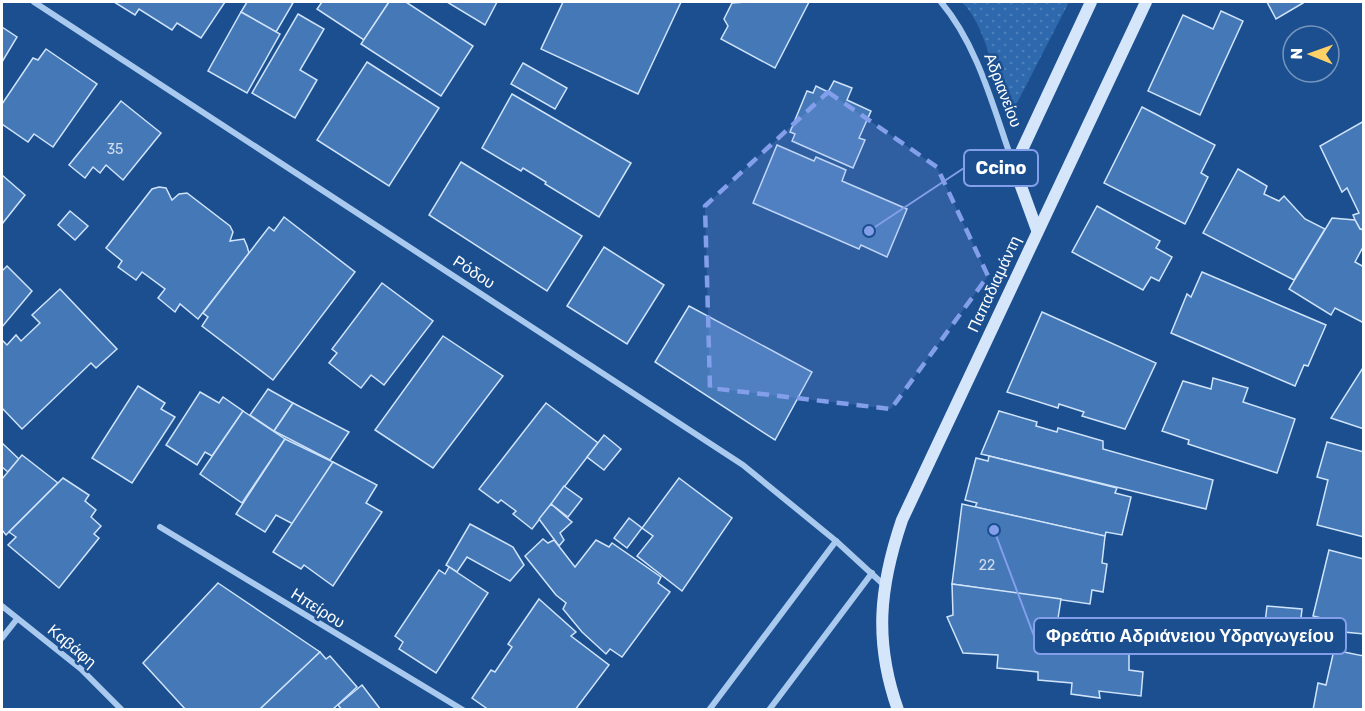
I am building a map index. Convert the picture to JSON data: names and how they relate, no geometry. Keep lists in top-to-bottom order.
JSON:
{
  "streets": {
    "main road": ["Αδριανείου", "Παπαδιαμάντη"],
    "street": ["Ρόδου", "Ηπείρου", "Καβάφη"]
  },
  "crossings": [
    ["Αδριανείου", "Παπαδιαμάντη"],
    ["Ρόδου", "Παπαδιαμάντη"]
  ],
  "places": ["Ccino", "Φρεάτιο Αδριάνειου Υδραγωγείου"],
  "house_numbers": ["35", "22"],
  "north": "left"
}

- _INSTRUCTIONS FOR THE TASK_: Retype the entries exactly, skipping every picture.

- _COMPLETED EXERCISE_:
I am building a map index. Convert the picture to JSON data: names and how they relate, no geometry. Keep lists in top-to-bottom order.
JSON:
{
  "streets": {
    "main road": ["Αδριανείου", "Παπαδιαμάντη"],
    "street": ["Ρόδου", "Ηπείρου", "Καβάφη"]
  },
  "crossings": [
    ["Αδριανείου", "Παπαδιαμάντη"],
    ["Ρόδου", "Παπαδιαμάντη"]
  ],
  "places": ["Ccino", "Φρεάτιο Αδριάνειου Υδραγωγείου"],
  "house_numbers": ["35", "22"],
  "north": "left"
}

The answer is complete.